# IsEmpty in VB6



## cj_white (Oct 28, 2001)

hey guys i am learning VB6 and messing aroung with some of the functions. i am trying to use the isempty() function but i am getting 'Wrong # of argument or invalid property assignment. this is what i have so far

Private Sub cmdResult_Click()
Dim strFname As String * 50
Dim strLname As String * 50

strFname = Me.txtFname.Text
strLname = Me.txtLname.Text

If IsEmpty(strFname, strLname) = True Then MsgBox "you have not filled out all fields"
ElseIf IsEmpty(strFname, strLname) = False Then MsgBox "Hello " & strFname & " " & strLname & "!" & " How are you today?"

End Sub

Private Sub Form_Load()

End Sub

i'm not sure if there is a problem with the way i have the IsEmpty() set up or maybe i am using the if, then , else statement incorrectly. basicly i have 2 text boxes where you put your first and last name and it is supposed to check to see if they are filled out. thanks in advance


----------



## RedAxl (Nov 17, 2004)

Hi,



> IsEmpty returns TRUE if the variable is uninitialized, or is
> EXPLICITLY SET TO EMPTY; otherwise, it returns FALSE.
> FALSE is ALWAYS returned if expression contains MORE THAN ONE variable.
> IsEmpty ONLY returns meaningful information for VARIANTS.

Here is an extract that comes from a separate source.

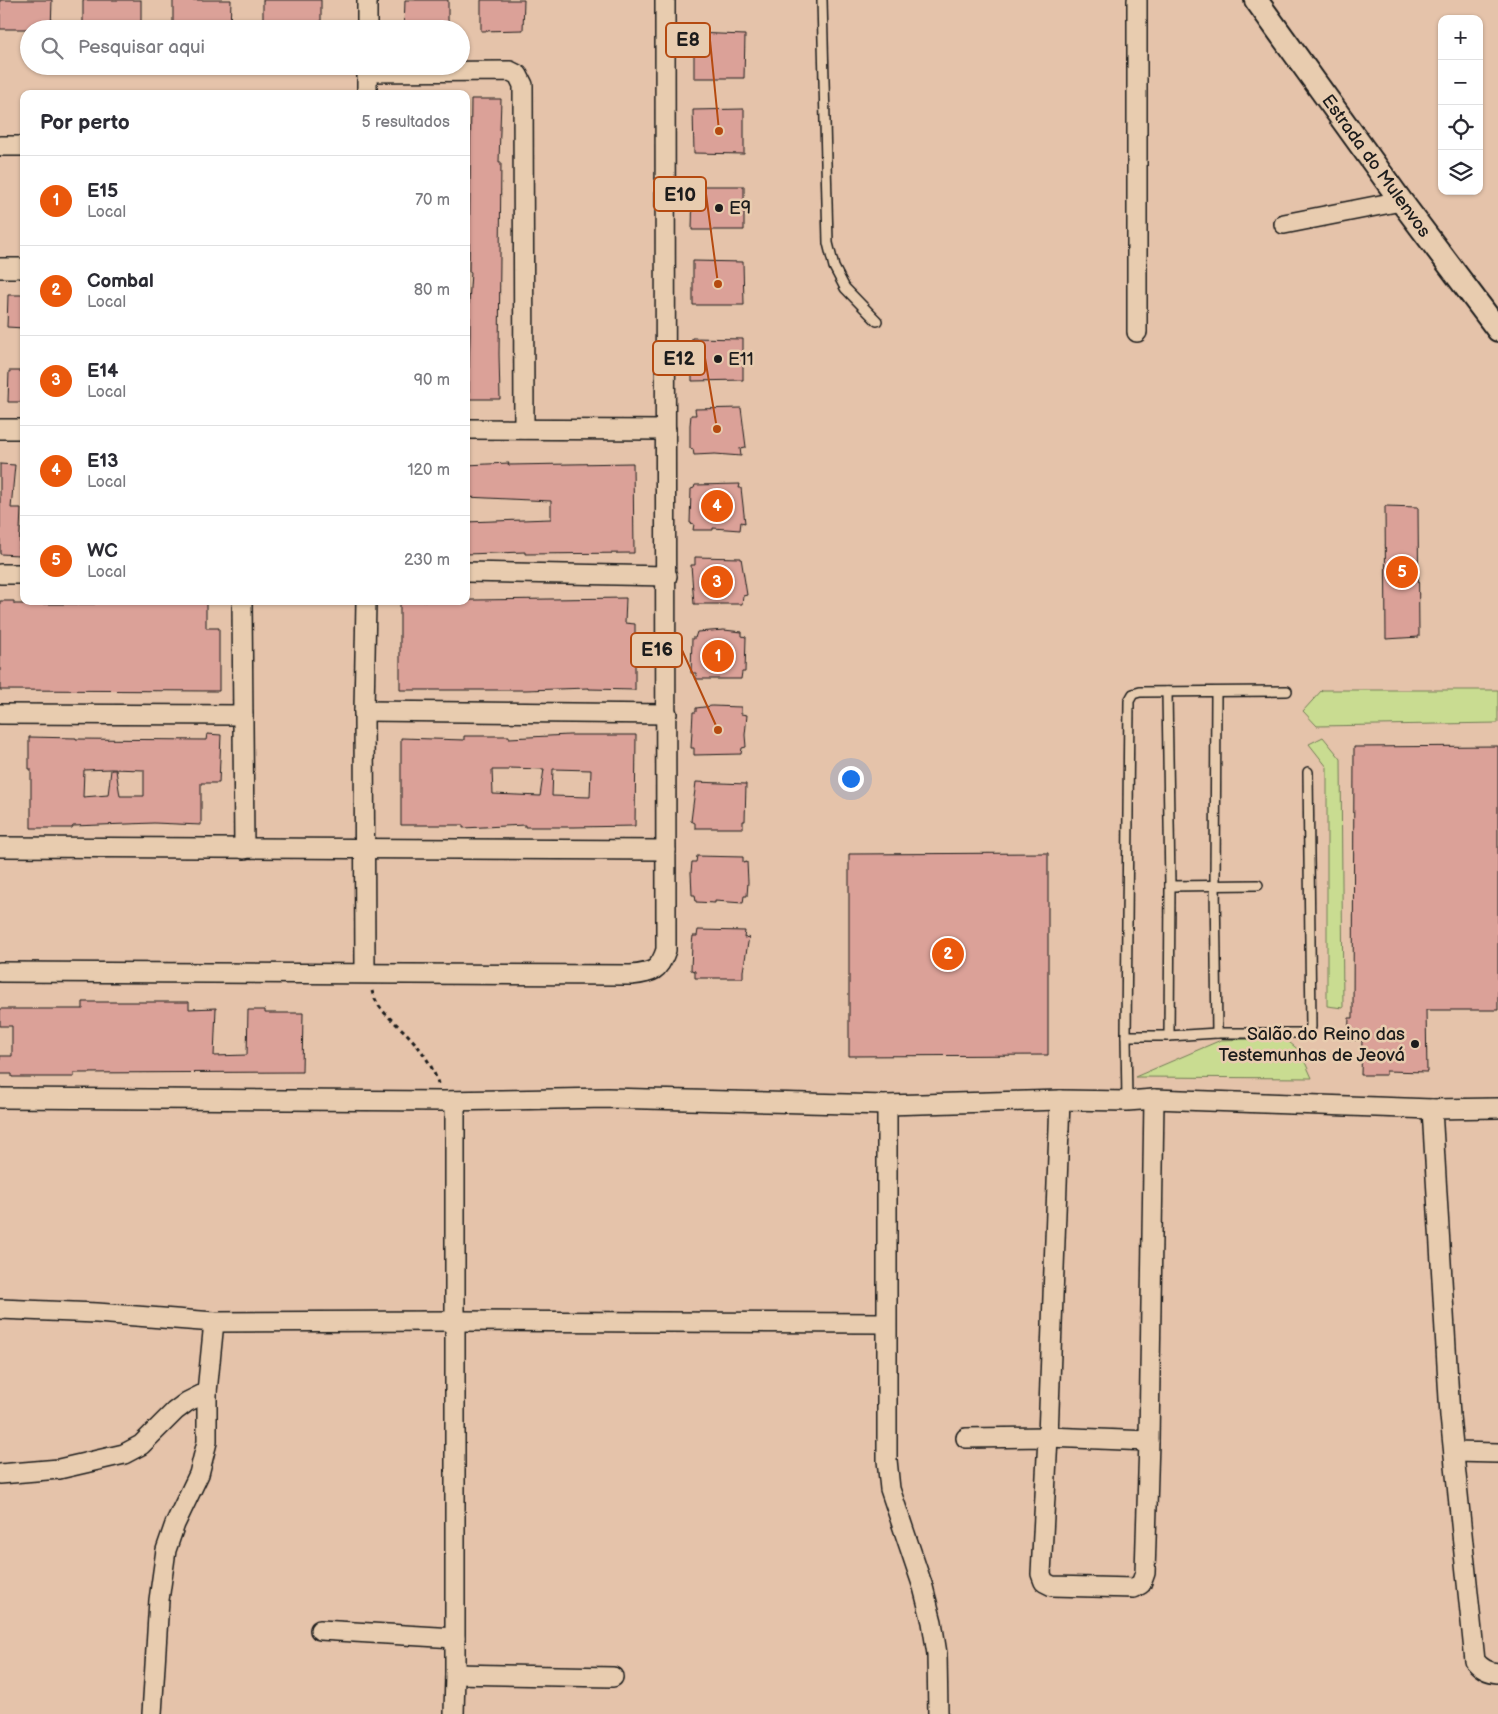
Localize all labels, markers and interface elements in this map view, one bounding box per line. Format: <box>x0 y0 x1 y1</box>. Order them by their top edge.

It is simpler, direct, and safer to test empty variable strings against blank ("") strings.

Change the following lines:


> If IsEmpty(strFname, strLname) = True Then MsgBox "you have not filled out all fields"
> ElseIf IsEmpty(strFname, strLname) = False Then MsgBox "Hello " & strFname & " " & strLname & "!" & " How are you today?"


Into: 


> If strFname = "" OR strLname = "" Then
> MsgBox "you have not filled out all fields"
> Else
> MsgBox "Hello " & strFname & " " & strLname & "!" & " How are you today?"
> End If


Also, consider TRIMming your string variables. 

Red


----------



## cj_white (Oct 28, 2001)

thanks for replying. i made the changes you have suggested. I am now getting 'else without if' compile errors. i have the 'end if' at the end of the code. any other suggestions

Private Sub cmdResult_Click()
Dim strFname As String
Dim strLname As String

strFname = Me.txtFname.Text
strLname = Me.txtLname.Text

If strFname = "" Or strLname = "" Then MsgBox "you have not filled out all fields"
Else: MsgBox "Hello " & strFname & " " & strLname & "!" & " How are you today?"
End If
End Sub


----------



## RedAxl (Nov 17, 2004)

Just place the 


> MsgBox "you have not filled out all fields"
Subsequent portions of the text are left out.